IT roles encapsulate technical permissions. They are primarily concerned with system-level access and are instrumental for IT administrators or engineers who require elevated rights. Lastly, entitlement roles represent clusters of permissions, grouped together to simplify the management of frequently assigned access rights. This layered model ensures scalability and precision across access governance activities.
The Structure of Role-Based Access Control
Role-based access control, or RBAC, is an access management approach that assigns permissions to users based on their roles within an enterprise. The strategic implementation of RBAC within SailPoint IdentityIQ fosters a principle-of-least-privilege environment where users are granted only the access necessary for their duties.
RBAC provides several organizational advantages. It mitigates the risks associated with overprovisioning by tying access rights to functional roles rather than individuals. This abstraction not only reduces administrative overhead but also strengthens compliance postures. As roles change due to promotions or lateral moves, the identity cube can dynamically adjust associated permissions, ensuring continuity and security.
Beyond efficiency, RBAC aligns identity governance with business operations. It enables auditable processes, facilitates policy enforcement, and supports automated provisioning. The precision and adaptability of RBAC make it a cornerstone in modern access management.
Centralizing Governance Through Rule Libraries
SailPoint enables administrators to enhance workflows and automation through the use of a centralized rule library. This repository stores various scripting methods that can be invoked across identity processes, from provisioning to lifecycle management. Unlike monolithic code blocks, these rule scripts are modular and reusable, offering a highly flexible framework.
The rule library is a strategic asset for identity architects. By decoupling logic from specific workflows, it promotes consistency and simplifies maintenance. Rules can be invoked independently or as part of complex workflows, enabling nuanced decision-making based on context, user attributes, or external events.
For instance, a rule can dictate access approval based on time-of-day constraints or restrict provisioning to certain departments. As organizations scale, the ability to define and deploy logic centrally reduces redundancy and enhances governance efficacy.
Driving Forces Behind Identity and Access Management
The rise of digital transformation has magnified the need for robust identity and access management solutions. The drivers behind this demand are multifaceted and interlinked, shaping how organizations architect their governance strategies.

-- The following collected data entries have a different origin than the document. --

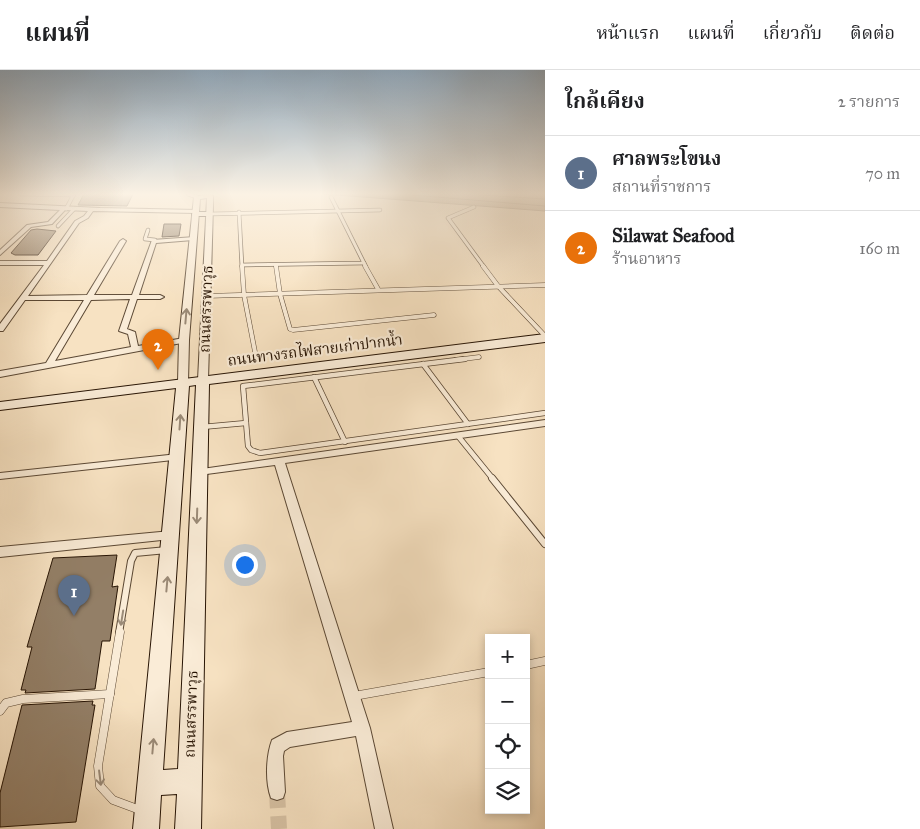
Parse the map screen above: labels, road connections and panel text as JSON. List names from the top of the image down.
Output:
{
  "streets": {
    "main road": ["ถนนสรรพาวุธ", "ถนนทางรถไฟสายเก่าปากน้ำ"]
  },
  "crossings": [
    ["ถนนสรรพาวุธ", "ถนนทางรถไฟสายเก่าปากน้ำ"]
  ],
  "page": {
    "header": "แผนที่",
    "nav": [
      "หน้าแรก",
      "แผนที่",
      "เกี่ยวกับ",
      "ติดต่อ"
    ],
    "heading": ["ใกล้เคียง", "2 รายการ"],
    "list": [
      {
        "mark": "1",
        "name": "ศาลพระโขนง",
        "note": "สถานที่ราชการ",
        "value": "70 m"
      },
      {
        "mark": "2",
        "name": "Silawat Seafood",
        "note": "ร้านอาหาร",
        "value": "160 m"
      }
    ],
    "pins": ["2", "1"],
    "map_buttons": ["+", "−"]
  }
}
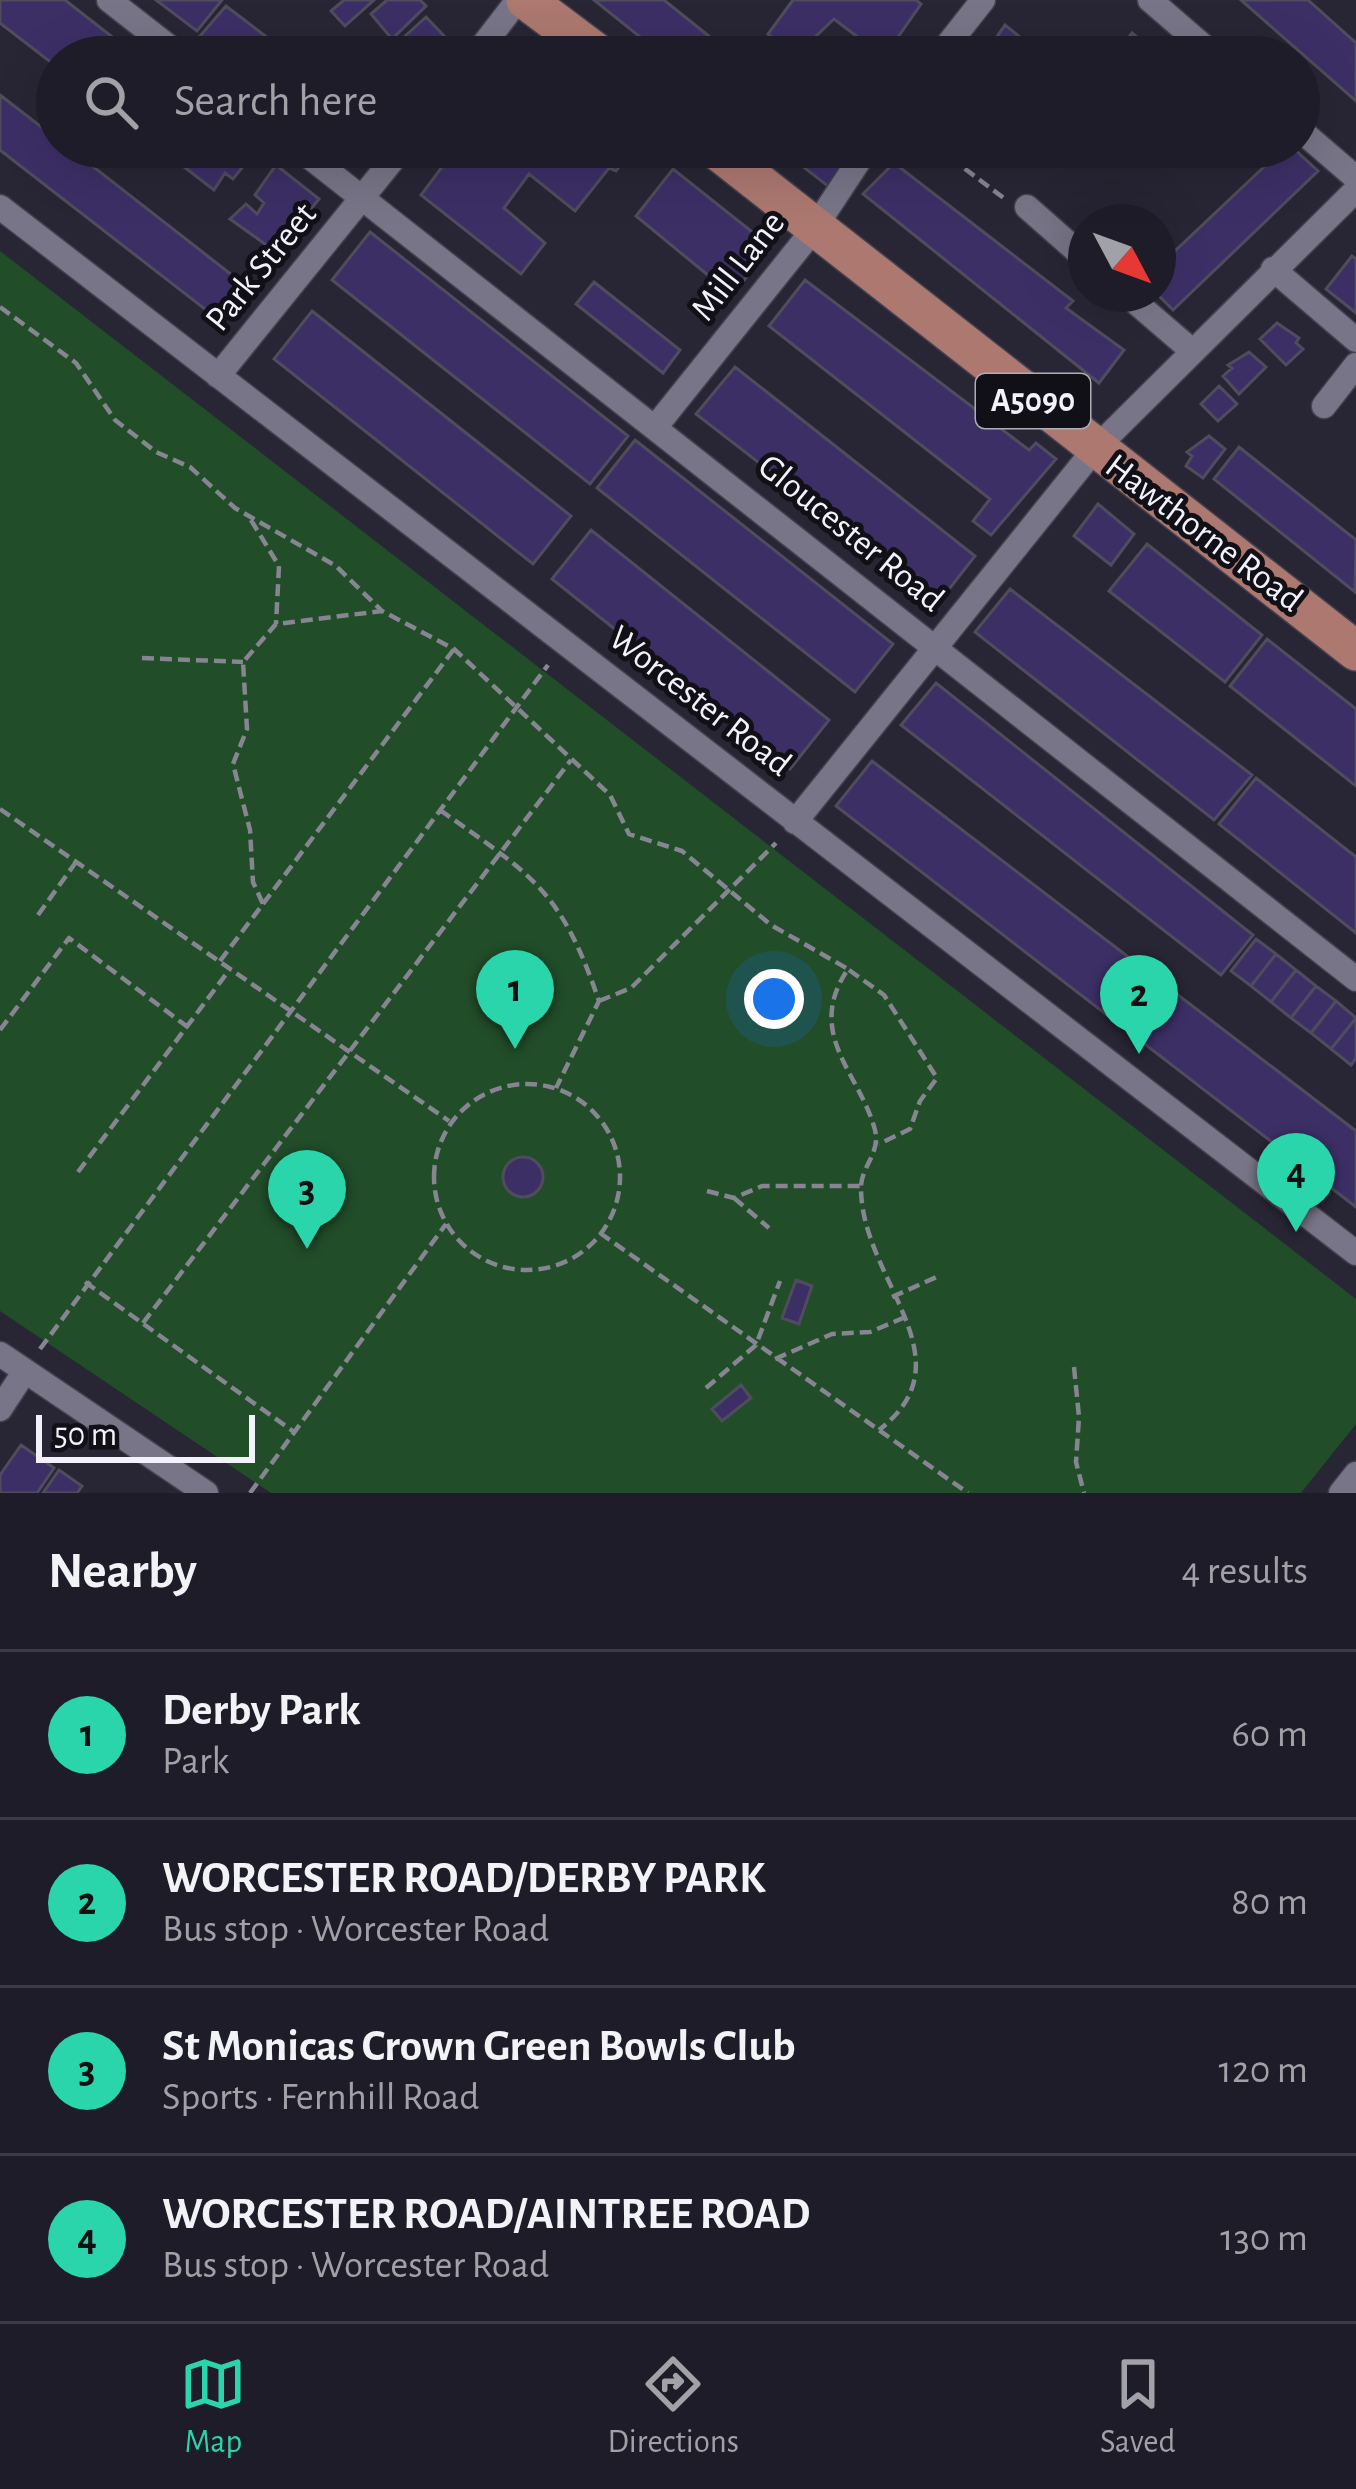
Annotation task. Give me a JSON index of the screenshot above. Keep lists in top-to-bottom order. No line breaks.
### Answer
{"streets":{"main road":["A5090","Hawthorne Road"],"street":["Mill Lane","Park Street","Gloucester Road","Worcester Road"]},"crossings":[["Mill Lane","Gloucester Road"],["Mill Lane","Hawthorne Road"],["Park Street","Gloucester Road"],["Park Street","Worcester Road"]],"scale_bar":"50 m","north":"bottom right","page":{"search":"Search here","pins":["1","2","4","3"],"scale":"50 m","heading":["Nearby","4 results"],"list":[{"mark":"1","name":"Derby Park","note":"Park","value":"60 m"},{"mark":"2","name":"WORCESTER ROAD/DERBY PARK","note":"Bus stop · Worcester Road","value":"80 m"},{"mark":"3","name":"St Monicas Crown Green Bowls Club","note":"Sports · Fernhill Road","value":"120 m"},{"mark":"4","name":"WORCESTER ROAD/AINTREE ROAD","note":"Bus stop · Worcester Road","value":"130 m"}],"nav":["Map","Directions","Saved"]}}
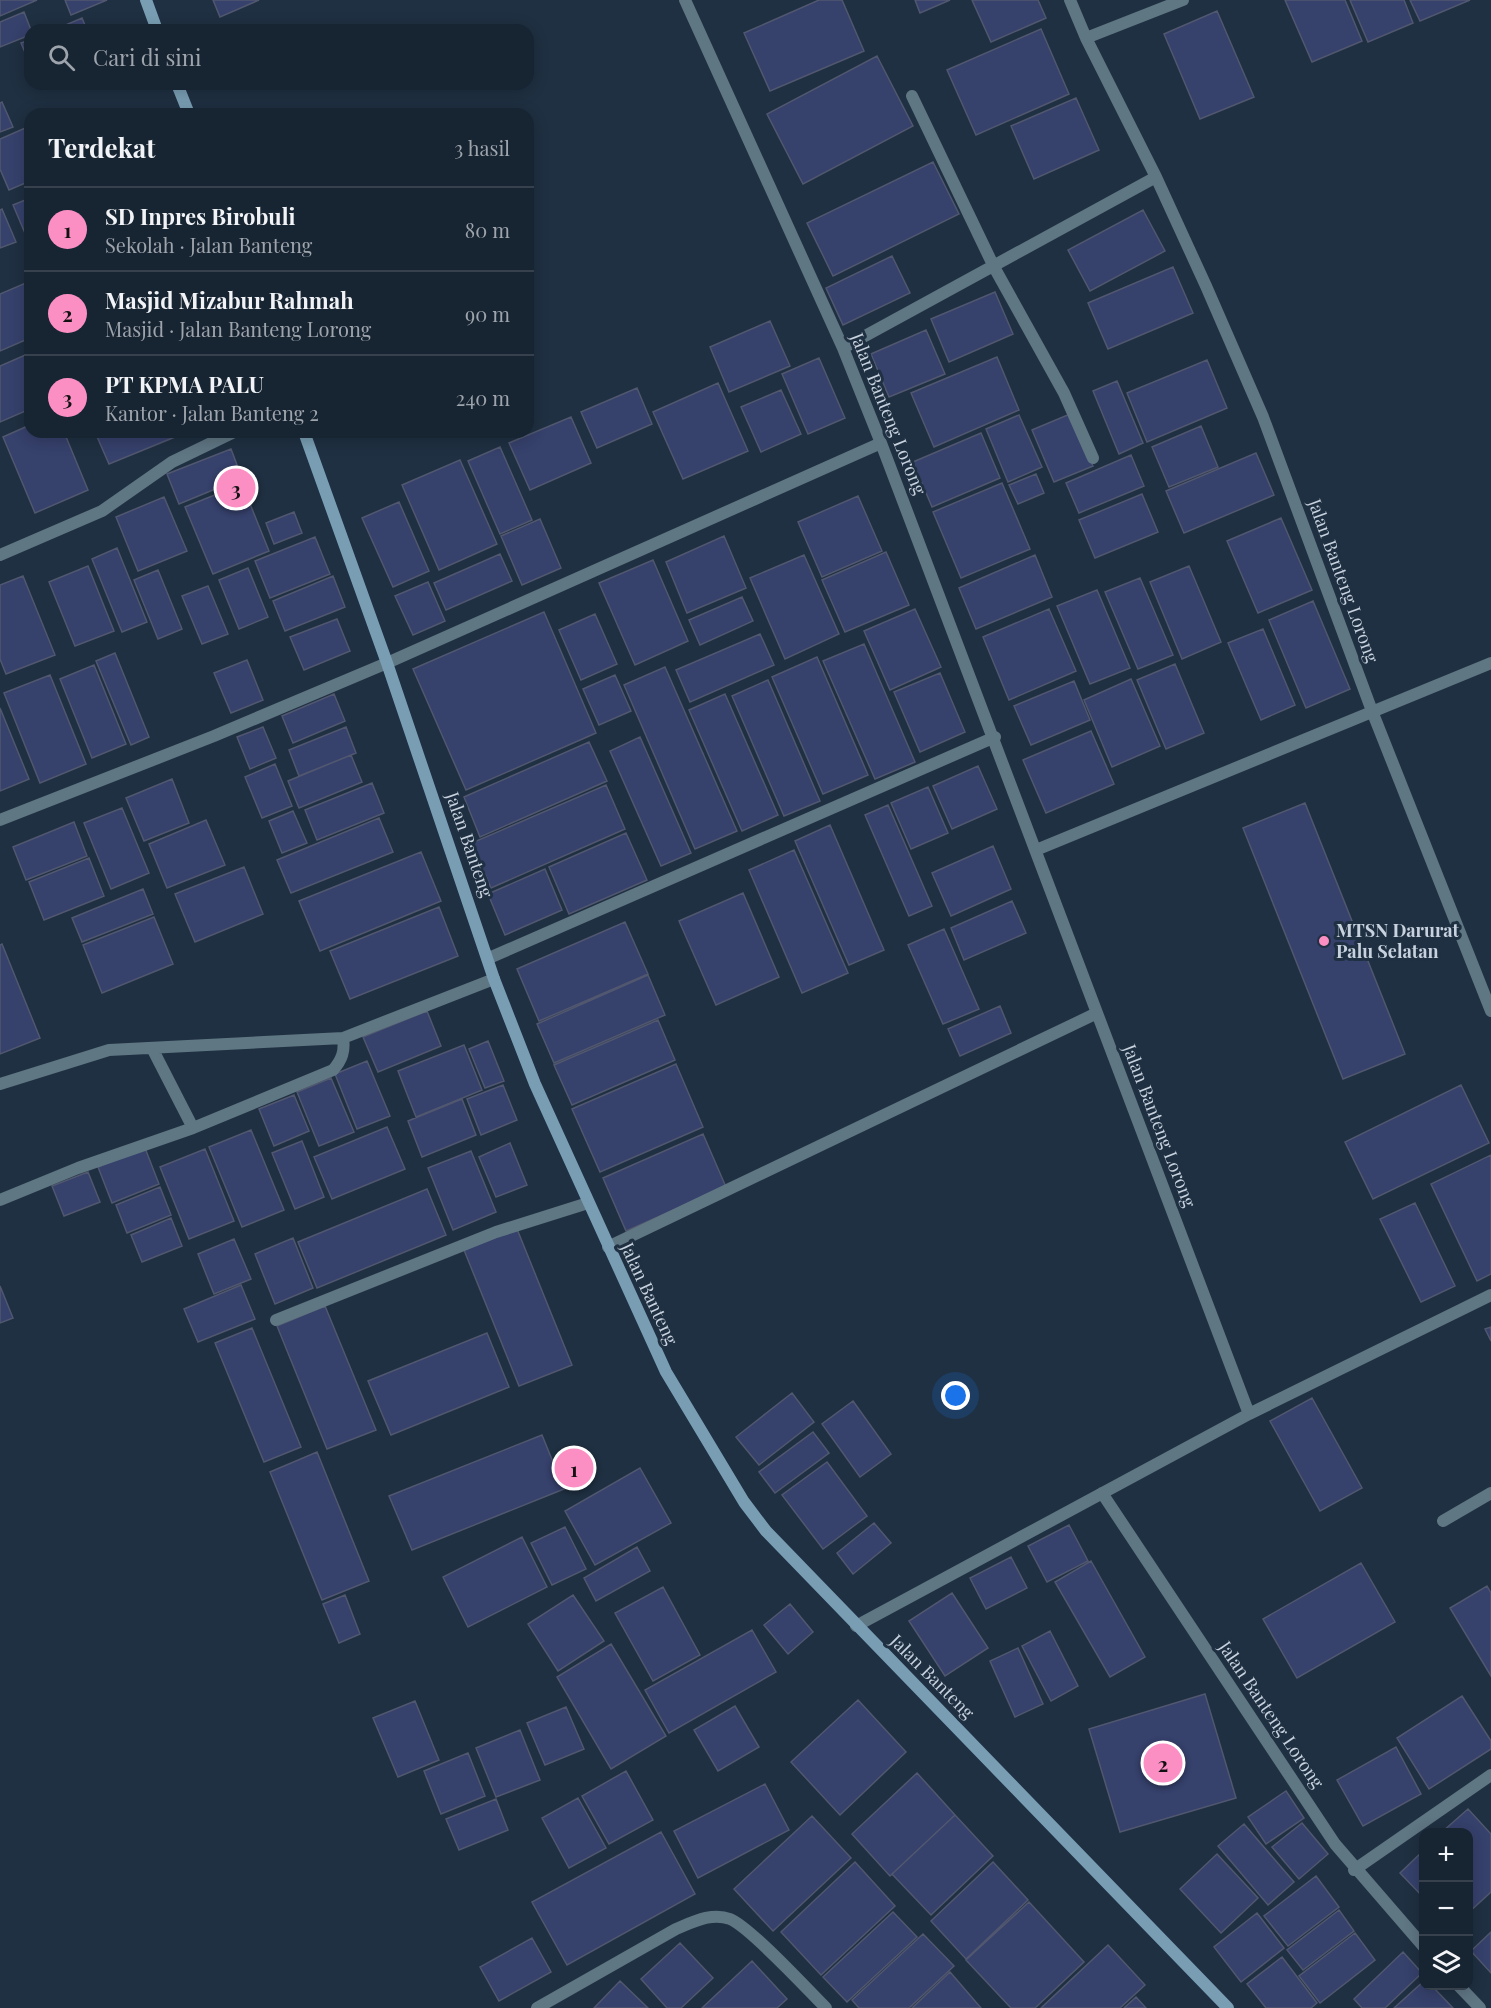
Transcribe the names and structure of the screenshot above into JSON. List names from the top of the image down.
{
  "streets": {
    "street": ["Jalan Banteng Lorong", "Jalan Banteng"]
  },
  "places": ["MTSN Darurat Palu Selatan"],
  "page": {
    "search": "Cari di sini",
    "heading": ["Terdekat", "3 hasil"],
    "list": [
      {
        "mark": "1",
        "name": "SD Inpres Birobuli",
        "note": "Sekolah · Jalan Banteng",
        "value": "80 m"
      },
      {
        "mark": "2",
        "name": "Masjid Mizabur Rahmah",
        "note": "Masjid · Jalan Banteng Lorong",
        "value": "90 m"
      },
      {
        "mark": "3",
        "name": "PT KPMA PALU",
        "note": "Kantor · Jalan Banteng 2",
        "value": "240 m"
      }
    ],
    "pins": ["3", "1", "2"],
    "map_buttons": ["+", "−"]
  }
}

Improved security is a primary driver. By controlling who accesses what, and under what conditions, IAM solutions mitigate internal and external threats. They close the gaps left by legacy systems, reducing attack surfaces and limiting the lateral movement of malicious actors.
Regulatory compliance is another critical motivator. With stringent data protection laws becoming the norm, businesses must demonstrate control over sensitive information. IAM systems enable automated reporting, enforce policy adherence, and support audit readiness.
Operational efficiency emerges as both a consequence and a catalyst. By automating identity tasks, organizations can reduce errors, accelerate onboarding, and optimize resource utilization. Lastly, IAM plays a pivotal role in business enablement. It supports agility by providing secure, timely access to systems, helping enterprises adapt to new market demands.
The Imperative of Cloud Identity Management
As organizations extend their infrastructure into cloud environments, the nature of identity governance transforms. Cloud identity management emerges as a critical framework, safeguarding digital ecosystems that span on-premises systems, private clouds, and third-party services.
The cloud introduces new complexities, such as decentralized applications and remote workforces. Cloud identity management provides a cohesive mechanism to manage access across these diverse landscapes. It ensures users are authenticated and authorized appropriately, regardless of location or device.
Moreover, it introduces visibility and control. Administrators can track who accessed which resource and when, reducing the risk of data breaches. Cloud identity management enables policy enforcement at scale, ensuring that only approved users can access sensitive information, whether hosted internally or in a cloud environment.
Pre-Implementation Considerations for Cloud IAM
Before deploying a cloud identity management solution, several foundational requirements must be met to ensure efficacy and compliance. First among these is adherence to relevant regulatory and internal compliance standards. Organizations must ensure that identity systems can support data privacy laws and industry-specific guidelines.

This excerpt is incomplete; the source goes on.